WHAT THE EXERCISE ASKS
A faithful, word-for-word copy of the data below is required, without pictures.

=== DATA PROVIDED ===

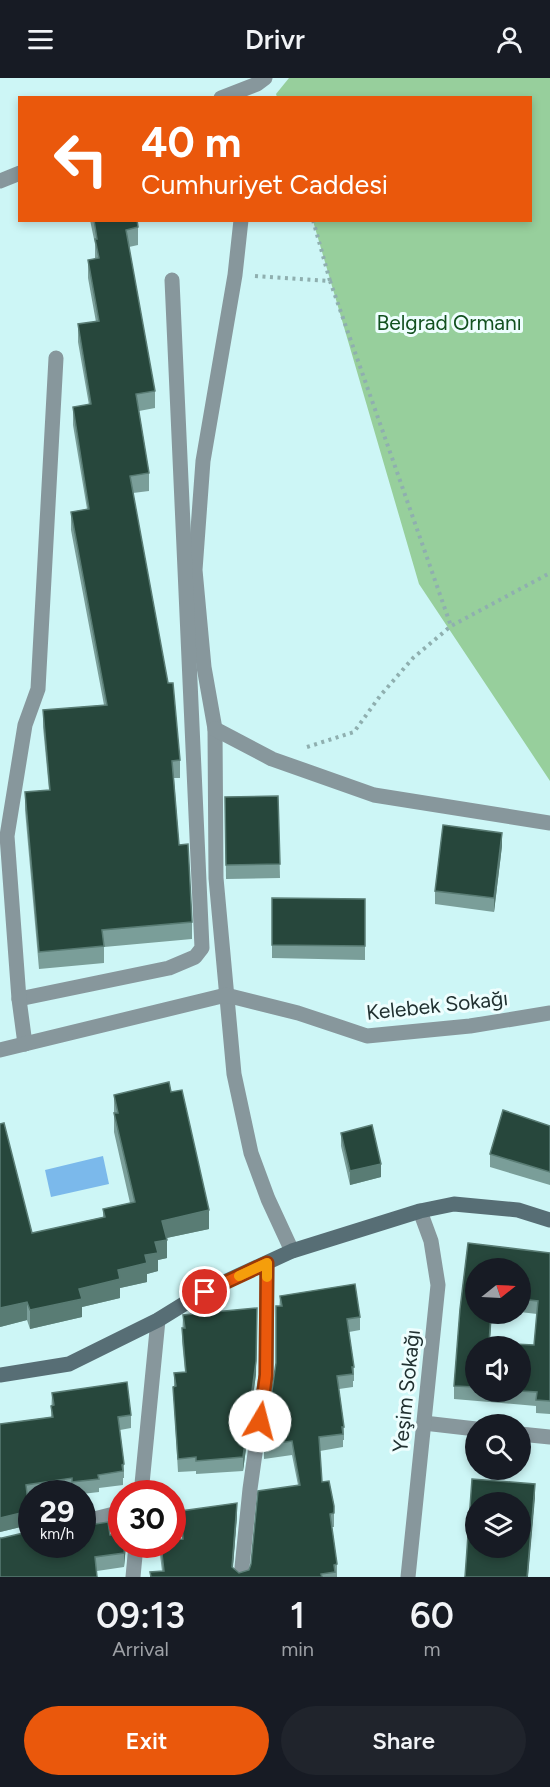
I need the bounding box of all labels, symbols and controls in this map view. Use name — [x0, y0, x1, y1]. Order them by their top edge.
icon: menu — [24, 23, 57, 56]
text: Drivr — [245, 23, 305, 56]
icon: person — [493, 23, 526, 56]
text: 40 m — [141, 117, 241, 168]
icon: left — [42, 120, 120, 198]
text: Cumhuriyet Caddesi — [141, 168, 388, 201]
park label: Belgrad Ormanı — [376, 310, 522, 335]
street label: Kelebek Sokağı — [365, 985, 509, 1025]
north arrow — [465, 1258, 531, 1324]
map controls — [465, 1258, 531, 1558]
pin — [179, 1266, 230, 1317]
icon: arrive — [188, 1275, 221, 1308]
street label: Yeşim Sokağı — [387, 1328, 425, 1454]
button: sound — [465, 1336, 531, 1402]
position arrow — [228, 1389, 292, 1453]
button: search — [465, 1414, 531, 1480]
speed limit sign: 30 — [108, 1480, 186, 1558]
button: layers — [465, 1492, 531, 1558]
text: 29 — [40, 1493, 74, 1530]
text: km/h — [40, 1525, 74, 1543]
text: 09:13 — [96, 1594, 185, 1637]
text: 1 — [290, 1594, 305, 1637]
text: 60 — [410, 1594, 454, 1637]
text: Arrival — [112, 1637, 169, 1661]
text: min — [281, 1637, 314, 1661]
text: m — [423, 1637, 440, 1661]
button: Exit — [24, 1706, 269, 1775]
button: Share — [281, 1706, 526, 1775]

===

SOLUTION
I need the bounding box of all labels, symbols and controls in this map view. Use name — [x0, y0, x1, y1]. Order them by their top edge.
icon: menu — [24, 23, 57, 56]
text: Drivr — [245, 23, 305, 56]
icon: person — [493, 23, 526, 56]
text: 40 m — [141, 117, 241, 168]
icon: left — [42, 120, 120, 198]
text: Cumhuriyet Caddesi — [141, 168, 388, 201]
park label: Belgrad Ormanı — [376, 310, 522, 335]
street label: Kelebek Sokağı — [365, 985, 509, 1025]
north arrow — [465, 1258, 531, 1324]
map controls — [465, 1258, 531, 1558]
pin — [179, 1266, 230, 1317]
icon: arrive — [188, 1275, 221, 1308]
street label: Yeşim Sokağı — [387, 1328, 425, 1454]
button: sound — [465, 1336, 531, 1402]
position arrow — [228, 1389, 292, 1453]
button: search — [465, 1414, 531, 1480]
speed limit sign: 30 — [108, 1480, 186, 1558]
button: layers — [465, 1492, 531, 1558]
text: 29 — [40, 1493, 74, 1530]
text: km/h — [40, 1525, 74, 1543]
text: 09:13 — [96, 1594, 185, 1637]
text: 1 — [290, 1594, 305, 1637]
text: 60 — [410, 1594, 454, 1637]
text: Arrival — [112, 1637, 169, 1661]
text: min — [281, 1637, 314, 1661]
text: m — [423, 1637, 440, 1661]
button: Exit — [24, 1706, 269, 1775]
button: Share — [281, 1706, 526, 1775]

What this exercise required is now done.